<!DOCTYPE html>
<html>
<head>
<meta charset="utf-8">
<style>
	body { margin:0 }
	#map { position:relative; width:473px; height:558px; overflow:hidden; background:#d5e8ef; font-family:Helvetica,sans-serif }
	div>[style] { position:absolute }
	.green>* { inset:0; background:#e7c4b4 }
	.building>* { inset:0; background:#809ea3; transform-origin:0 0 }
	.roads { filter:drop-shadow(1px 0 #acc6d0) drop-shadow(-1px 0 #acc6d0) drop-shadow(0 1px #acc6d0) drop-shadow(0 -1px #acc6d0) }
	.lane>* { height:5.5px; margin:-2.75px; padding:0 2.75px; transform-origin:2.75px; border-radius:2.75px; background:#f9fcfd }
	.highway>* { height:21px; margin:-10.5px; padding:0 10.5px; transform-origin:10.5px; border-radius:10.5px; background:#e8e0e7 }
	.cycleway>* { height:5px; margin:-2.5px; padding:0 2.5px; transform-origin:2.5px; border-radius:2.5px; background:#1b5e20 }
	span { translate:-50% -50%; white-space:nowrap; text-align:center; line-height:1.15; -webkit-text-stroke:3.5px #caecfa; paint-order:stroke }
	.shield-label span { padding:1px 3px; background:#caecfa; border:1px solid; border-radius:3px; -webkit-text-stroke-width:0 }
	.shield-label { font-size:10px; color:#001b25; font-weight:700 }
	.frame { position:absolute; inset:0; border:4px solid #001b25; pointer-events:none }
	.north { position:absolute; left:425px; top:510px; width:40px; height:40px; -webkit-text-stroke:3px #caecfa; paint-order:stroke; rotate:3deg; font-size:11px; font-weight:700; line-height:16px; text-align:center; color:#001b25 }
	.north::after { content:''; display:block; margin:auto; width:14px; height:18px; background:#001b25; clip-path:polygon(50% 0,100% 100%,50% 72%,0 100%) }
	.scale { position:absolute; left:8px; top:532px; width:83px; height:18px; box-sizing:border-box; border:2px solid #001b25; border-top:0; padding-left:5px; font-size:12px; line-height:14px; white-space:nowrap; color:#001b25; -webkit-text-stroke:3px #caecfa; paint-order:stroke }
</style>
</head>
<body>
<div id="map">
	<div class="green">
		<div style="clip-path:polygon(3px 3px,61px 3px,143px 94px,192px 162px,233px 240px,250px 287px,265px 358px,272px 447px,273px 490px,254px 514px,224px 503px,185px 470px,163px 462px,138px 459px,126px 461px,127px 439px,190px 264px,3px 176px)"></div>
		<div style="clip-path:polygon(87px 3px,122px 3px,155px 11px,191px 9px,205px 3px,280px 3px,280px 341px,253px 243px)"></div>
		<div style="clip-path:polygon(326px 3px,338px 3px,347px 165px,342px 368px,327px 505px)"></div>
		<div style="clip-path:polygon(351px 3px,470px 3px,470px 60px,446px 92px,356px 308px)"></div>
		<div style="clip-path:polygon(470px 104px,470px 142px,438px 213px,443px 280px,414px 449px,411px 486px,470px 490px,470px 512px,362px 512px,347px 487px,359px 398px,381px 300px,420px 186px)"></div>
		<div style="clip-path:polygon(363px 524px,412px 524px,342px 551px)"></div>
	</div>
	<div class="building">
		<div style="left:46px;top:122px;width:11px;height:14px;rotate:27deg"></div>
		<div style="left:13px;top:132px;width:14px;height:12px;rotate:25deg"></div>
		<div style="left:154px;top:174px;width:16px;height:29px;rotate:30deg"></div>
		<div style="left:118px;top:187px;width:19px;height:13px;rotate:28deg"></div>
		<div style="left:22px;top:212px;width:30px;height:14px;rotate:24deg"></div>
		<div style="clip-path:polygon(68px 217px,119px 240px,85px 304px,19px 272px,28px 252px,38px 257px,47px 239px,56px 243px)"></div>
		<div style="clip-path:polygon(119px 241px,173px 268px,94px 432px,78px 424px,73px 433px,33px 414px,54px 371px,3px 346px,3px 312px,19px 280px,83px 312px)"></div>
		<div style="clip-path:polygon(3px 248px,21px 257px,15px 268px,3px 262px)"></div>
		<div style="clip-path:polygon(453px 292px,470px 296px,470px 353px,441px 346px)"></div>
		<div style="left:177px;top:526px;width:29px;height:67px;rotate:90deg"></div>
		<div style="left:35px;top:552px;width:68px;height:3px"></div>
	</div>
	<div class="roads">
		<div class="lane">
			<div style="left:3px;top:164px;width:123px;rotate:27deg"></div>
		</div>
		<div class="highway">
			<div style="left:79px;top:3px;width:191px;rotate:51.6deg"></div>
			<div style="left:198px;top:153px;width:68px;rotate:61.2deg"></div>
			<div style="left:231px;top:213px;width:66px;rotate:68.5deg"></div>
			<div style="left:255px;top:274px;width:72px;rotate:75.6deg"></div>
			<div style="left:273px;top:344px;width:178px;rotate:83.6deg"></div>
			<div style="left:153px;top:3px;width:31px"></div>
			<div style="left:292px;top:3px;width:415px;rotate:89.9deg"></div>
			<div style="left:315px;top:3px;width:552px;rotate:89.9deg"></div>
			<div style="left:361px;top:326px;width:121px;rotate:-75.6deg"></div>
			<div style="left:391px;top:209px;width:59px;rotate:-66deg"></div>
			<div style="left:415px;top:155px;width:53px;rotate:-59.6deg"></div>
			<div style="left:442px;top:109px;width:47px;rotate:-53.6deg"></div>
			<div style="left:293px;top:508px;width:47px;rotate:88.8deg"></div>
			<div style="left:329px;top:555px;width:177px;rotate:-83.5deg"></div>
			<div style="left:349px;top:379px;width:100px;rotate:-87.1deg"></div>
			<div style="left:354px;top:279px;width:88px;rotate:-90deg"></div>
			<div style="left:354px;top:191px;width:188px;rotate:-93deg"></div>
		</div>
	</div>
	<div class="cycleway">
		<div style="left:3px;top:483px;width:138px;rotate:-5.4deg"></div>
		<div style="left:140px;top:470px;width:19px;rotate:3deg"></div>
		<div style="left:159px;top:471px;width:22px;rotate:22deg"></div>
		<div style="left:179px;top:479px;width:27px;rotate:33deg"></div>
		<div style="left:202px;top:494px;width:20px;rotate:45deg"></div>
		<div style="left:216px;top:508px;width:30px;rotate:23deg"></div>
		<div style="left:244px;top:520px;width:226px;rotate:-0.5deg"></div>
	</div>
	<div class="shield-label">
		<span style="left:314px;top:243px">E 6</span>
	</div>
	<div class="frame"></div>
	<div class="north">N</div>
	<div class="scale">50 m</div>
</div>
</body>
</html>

--------------------------------

### Exercise brief
Please copy the lines above from the line with "inset:0; background:#809ea3; transform-origin:0" up to and including the line with "filter:drop-shadow(1px 0 #acc6d0)", exactly as written and with nothing else.

### Solution
	.building>* { inset:0; background:#809ea3; transform-origin:0 0 }
	.roads { filter:drop-shadow(1px 0 #acc6d0) drop-shadow(-1px 0 #acc6d0) drop-shadow(0 1px #acc6d0) drop-shadow(0 -1px #acc6d0) }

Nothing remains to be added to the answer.